To keep the power consumption in limits and still achieve an
adequate removal of hair, hair removal apparatuses are often
designed for anticipated average operating conditions. This results
however in the hair removal apparatuses causing vibrations and
noises under no-load conditions, i.e., when no hairs are being
removed, and displaying an inadequate function under full-load
conditions, i.e., when very many hairs are being removed. This
undesirable behavior can be counteracted by controlling the
rotational frequency of the drive motor of the hair removal
apparatus.
For example, from DE 42 01 027 A1 and U.S. Pat. No. 5,367,599 there
is known an electric shaver that deduces whether a beard is thick
or thin dependent on the load current of the motor. The motor is
then controlled on the basis of the determined beard thickness.
With a thin beard the motor is operated at a low rotational speed;
with a thick beard it is operated at a high speed.
From EP 0 719 202 B 1 there is known a shaving apparatus with an
electric motor whose speed is varied by a forward-coupled
closed-loop control unit as a function of at least one physical
variable. The physical variable is measurable by means of a
detecting element that detects an audio signal for determining the
hairs cut per unit of time, the elapsed shaving time, or a skin
contact force.
SUMMARY
In one aspect, an electric hair removal apparatus for removing hair
from the human skin features a housing adapted to be held in the
hand, a mechanically working hair removal device and a motor for
driving the hair removal device. Provision is made for a sensor
device for generating a signal that depends on the speed at which
the hair removal device is moved over the skin during the hair
removal.
One advantage of the hair removal apparatus described herein is
that by using the signal of the sensor device it is possible to
achieve a low level of power consumption while still enabling a
removal of hair which is thorough and gentle on the skin. In case
of battery operation, there results a longer battery life compared
to known hair removal apparatuses or batteries with reduced
dimensions. In addition, during fast movements of the hair removal
device relative to the skin there is no painful pulling of the
hairs. Another advantage is that the level of noise and the
vibrations during operation of the hair removal apparatus can be
kept relatively low on the whole.
The sensor device may have at least one rotatably mounted rotary
element. The rotary element is arranged preferably such that it is
set in rotation when the hair removal device is moved over the
skin. In addition, the sensor device may have a detecting element
for the direct or indirect detection of the rotation of the rotary
element. In this way it is possible with simple means to detect the
speed of the hair removal device relative to the skin.

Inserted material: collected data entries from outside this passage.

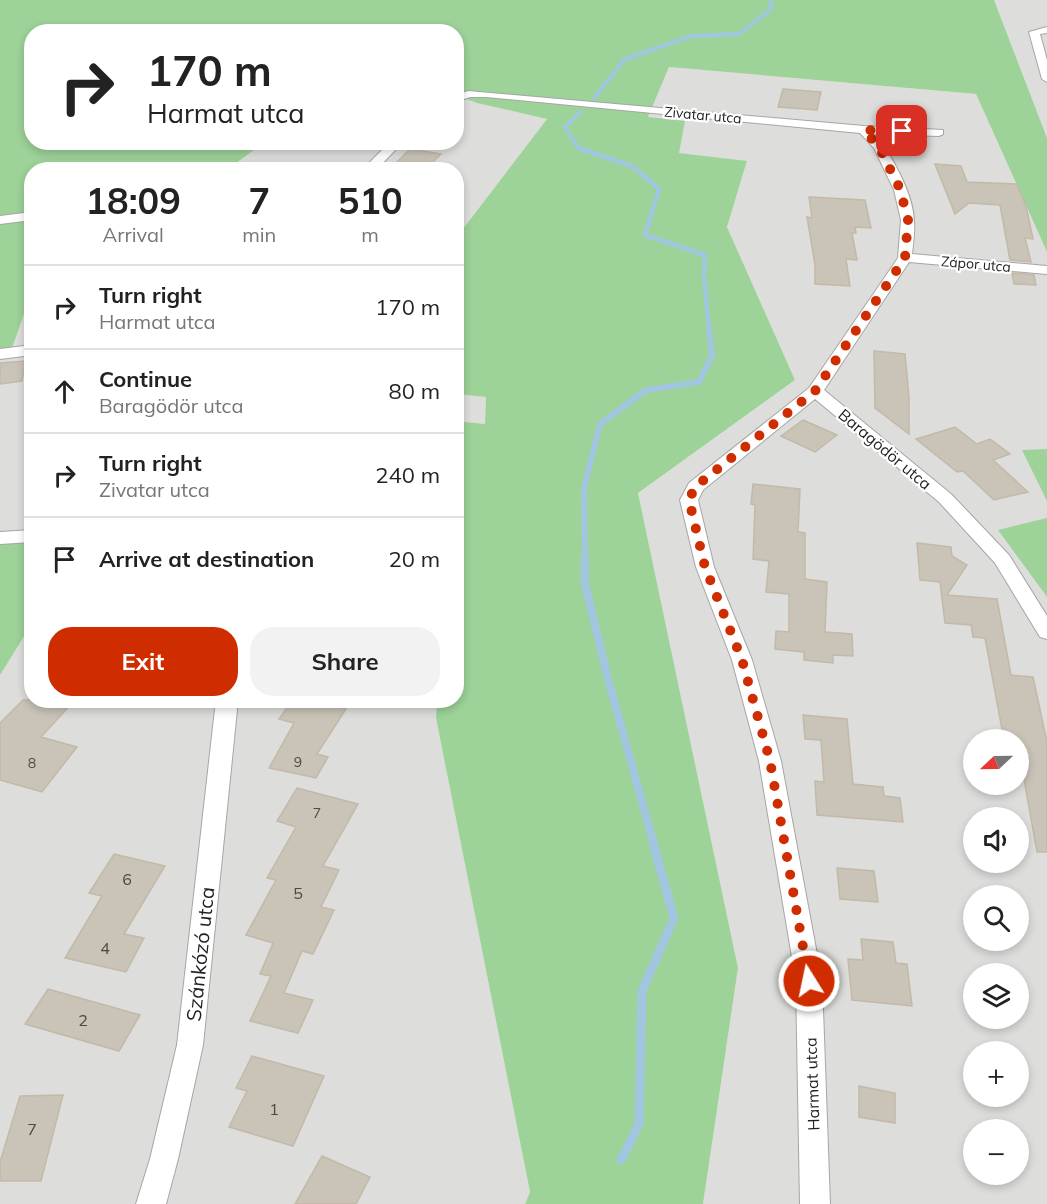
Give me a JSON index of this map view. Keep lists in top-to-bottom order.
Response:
{
  "streets": {
    "street": [
      "Zivatar utca",
      "Zápor utca",
      "Baragödör utca",
      "Szánkózó utca",
      "Harmat utca"
    ]
  },
  "crossings": [
    ["Baragödör utca", "Harmat utca"]
  ],
  "house_numbers": [
    "9",
    "8",
    "7",
    "6",
    "5",
    "4",
    "2",
    "1",
    "7"
  ],
  "north": "left",
  "page": {
    "turn": ["170 m", "Harmat utca"],
    "eta": [
      "18:09",
      "Arrival",
      "7",
      "min",
      "510",
      "m"
    ],
    "list": [
      {
        "name": "Turn right",
        "note": "Harmat utca",
        "value": "170 m"
      },
      {
        "name": "Continue",
        "note": "Baragödör utca",
        "value": "80 m"
      },
      {
        "name": "Turn right",
        "note": "Zivatar utca",
        "value": "240 m"
      },
      {
        "name": "Arrive at destination",
        "value": "20 m"
      }
    ],
    "buttons": ["Exit", "Share"],
    "map_buttons": ["+", "−"]
  }
}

It is also possible for the sensor device to include a light source
and a light sensor. The light source is arranged preferably such
that it shines on the skin when the hair removal device is moved
over the skin. Having no moving parts, this embodiment of the
sensor device has a long service life. Furthermore, a sensor device
thus constructed works very reliably and accurately.

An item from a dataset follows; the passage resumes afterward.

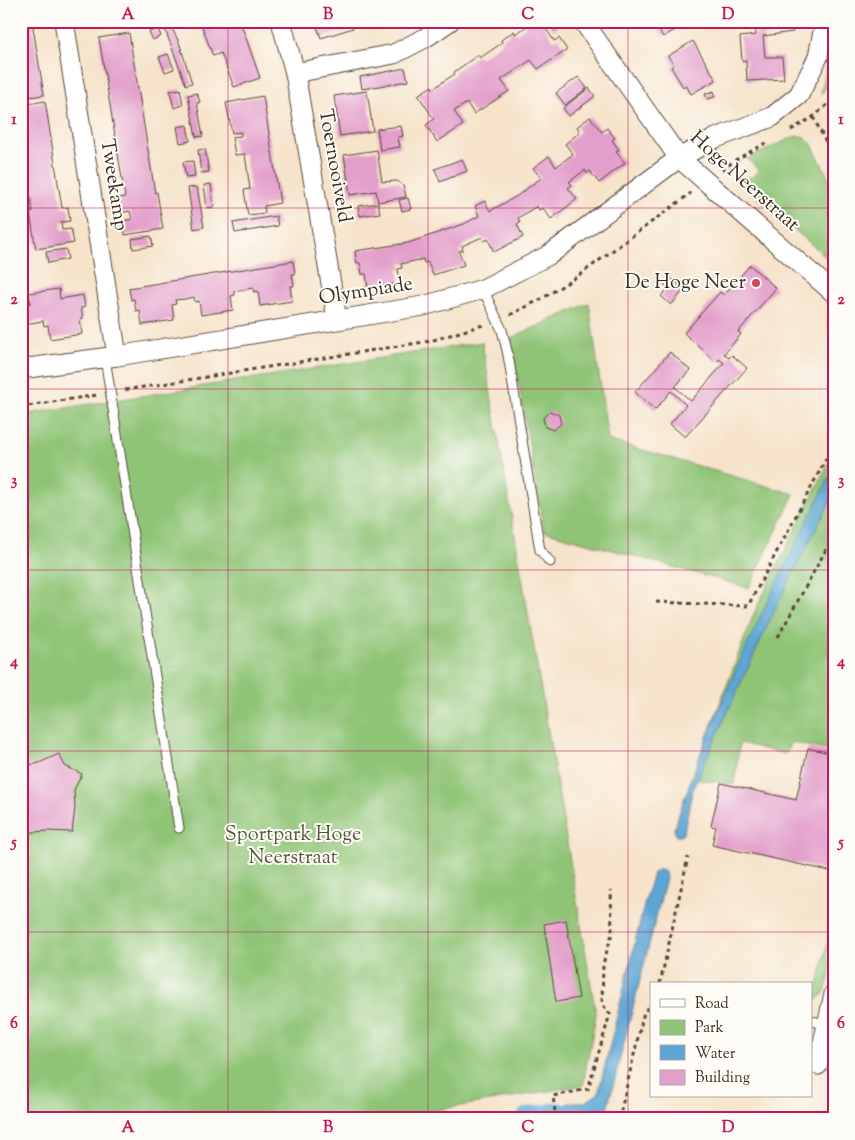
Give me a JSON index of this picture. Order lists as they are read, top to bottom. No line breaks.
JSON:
{"streets":{"street":["Toernooiveld","Hoge Neerstraat","Tweekamp","Olympiade"]},"crossings":[["Toernooiveld","Olympiade"],["Hoge Neerstraat","Olympiade"],["Tweekamp","Olympiade"]],"parks":["Sportpark Hoge Neerstraat"],"places":["De Hoge Neer"],"legend":["Road","Park","Water","Building"],"grid":{"columns":["A","B","C","D"],"rows":["1","2","3","4","5","6"]}}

In a preferred embodiment, the hair removal apparatus has a control
device for controlling the motor in dependence upon the signal of
the sensor device. In this embodiment provision may be made for the
control device to control, in closed-loop or open-loop mode, a
movement variable of a component of the hair removal device to a
first predeterminable value which is responsive to the signal of
the sensor device. This means that the movement of the component is
a function of the speed at which the hair removal device is moved
over the skin. The movement variable may be in particular a speed
or an oscillation amplitude of the component of the hair removal
device.
It is also possible for the control device to control, in
closed-loop or open-loop mode, a movement variable of the motor to
a second predeterminable value which is responsive to the signal of
the sensor device. In this embodiment it is an advantage for
provision to be made for a motor sensor to provide a signal for the
control device, which signal is responsive to the movement variable
of the motor. The movement variable may be a rotational frequency,
a speed or an oscillation amplitude of the motor. It is
particularly advantageous for the control device to determine the
second predeterminable value on the basis of the first
predeterminable value.
In some implementations, the hair removal apparatus may be
developed further such that the control device controls the motor
in dependence upon a user setting for skin sensitivity and/or a
power consumption of the motor and/or a current hair removal mode
and/or a variable determined in the past and/or progress made in
the hair removal and/or a minimum and/or maximum value for the
movement variable of the motor or the component of the hair removal
device. It is thereby possible for the hair removal apparatus to be
optimized still further and be specially adapted to the respective
user.
Preferably, the hair removal apparatus is constructed as a shaving
apparatus. Construction as an epilator is also possible
however.
With the method for removing hairs from the human skin as described
herein, an electric hair removal apparatus that includes a
motor-driven hair removal device is passed over the skin. The
method is characterized by the step of controlling the motor in
dependence upon the speed at which the hair removal apparatus is
moved over the skin.
In some embodiments, it is possible to control a movement variable
of a component of the hair removal device, in closed-loop or
open-loop mode, to a first predeterminable value which depends on
the speed at which the hair removal apparatus is moved over the
skin. In addition, a movement variable of the motor can be
controlled, in closed-loop or open-loop mode, to a second
predeterminable value which depends on the speed at which the hair
removal apparatus is moved over the skin.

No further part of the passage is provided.